Recent research says that more than 15% of all people demonstrate some signs of dyslexia or similar reading disorders. At the same time, you can’t outgrow it, so if you have been diagnosed in your childhood, it won’t just go away on its own, but there are plenty of techniques, teaching approaches, and inclusive interventions that help people manage this condition! Also, the digital age makes for much easier adaption for dyslexics with tool such as speech-to-text/text-to-speech and normally a diagnosis of dyslexia will qualify students for extra exam time.  

6 signs to watch out for

Now let’s talk about some of the indications that your toddler might be dyslexic. It’s important to understand that you shouldn’t be making any diagnosis by yourself! Only a qualified professional can say for sure if your child has a learning disability. On the other hand, there are some symptoms to pay attention to to determine if you need an assessment. Speaking to the child’s teacher is also a good way to start out – teachers see hundreds of children and can accurately assess learning differences versus normal learning curves.

Late talking

This is one of the indications that your young child might have some issues with reading in the future. Of course, every kid is different. There are also other developmental disorders that can prevent a baby from learning to talk at an appropriate speed. In any case, this can be a sign for making an appointment with a doctor! Here are some important talking milestones:

  • 12 months – first words;
  • 18 months – some simple words, body parts, objects;
  • 2 years – short phrases;
  • 3 years – short sentences.

Issues with remembering names, colors, and numbers

This sign can also be traced from a fairly early age. Similar to other problems on this list, this could be a symptom of other disorders as well. Your toddler can be extremely confused by arithmetic symbols, numeric sequences, or just even simple numbers. It should be mentioned that this is not an issue with their memory!

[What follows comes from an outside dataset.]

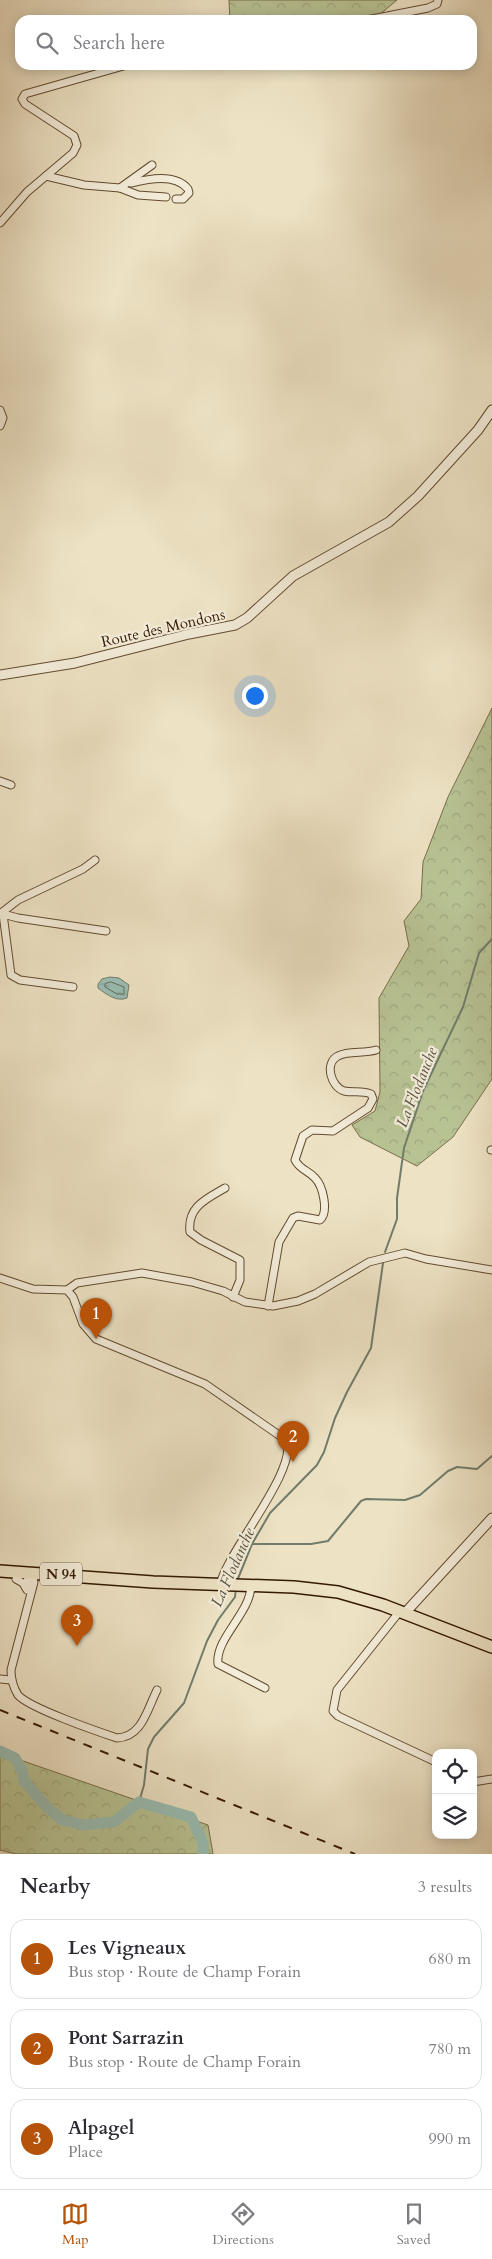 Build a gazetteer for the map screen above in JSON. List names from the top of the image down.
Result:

Avoiding reading at all costs

It’s only logical that a child doesn’t want to do something that is very hard for them. So, in case a parent notices that their kid doesn’t want to read, maybe it’s time to ask some follow-up questions! For example, try asking about the reasons for such behavior. Children are not very good at explaining things, but you might hear something about confusing numbers or letters.

Inability to keep up with reading norms at school

Children with dyslexia should be encouraged to study with other kids in an inclusive environment. At the same time, a lot of cases remain undiagnosed, and teachers don’t pay enough attention to those pupils who are a little behind on their reading standards. Here is what can be done to help these learners to keep up:

  • use different approaches to learning;
  • offer multisensory activities;
  • present information in small sections;
  • always support children and give them more time if they are struggling.


Issues with spelling and writing

It’s not really a surprise that those learners who struggle with reading can’t write properly. They are also likely to have messy unreadable handwriting. Because of writing issues, such pupils might need more time for their assignments. Don’t confuse this with a developmental disorder! Research shows that dyslexic kids have normal or above-average levels of intelligence.

Letter reversal

All children mix up b’s and d’s or p’s and q’s at some point in their journey to learn to read and write, however, if you notice a consistent pattern in letter or number reversal – reading words or numbers backward, consistent reversal of letters even with capitals, or similar traits it is one of the strong markers of dyslexia, especially if your child met all the other learning milestones.

To Sum Up

So there you have it, 6 signs that your child might be dyslexic! It’s very important to understand that dyslexia can’t be completely cured, but it can be managed! Children who have been diagnosed grow up and have completely normal lives with a few minor adjustments to their reading and writing routines.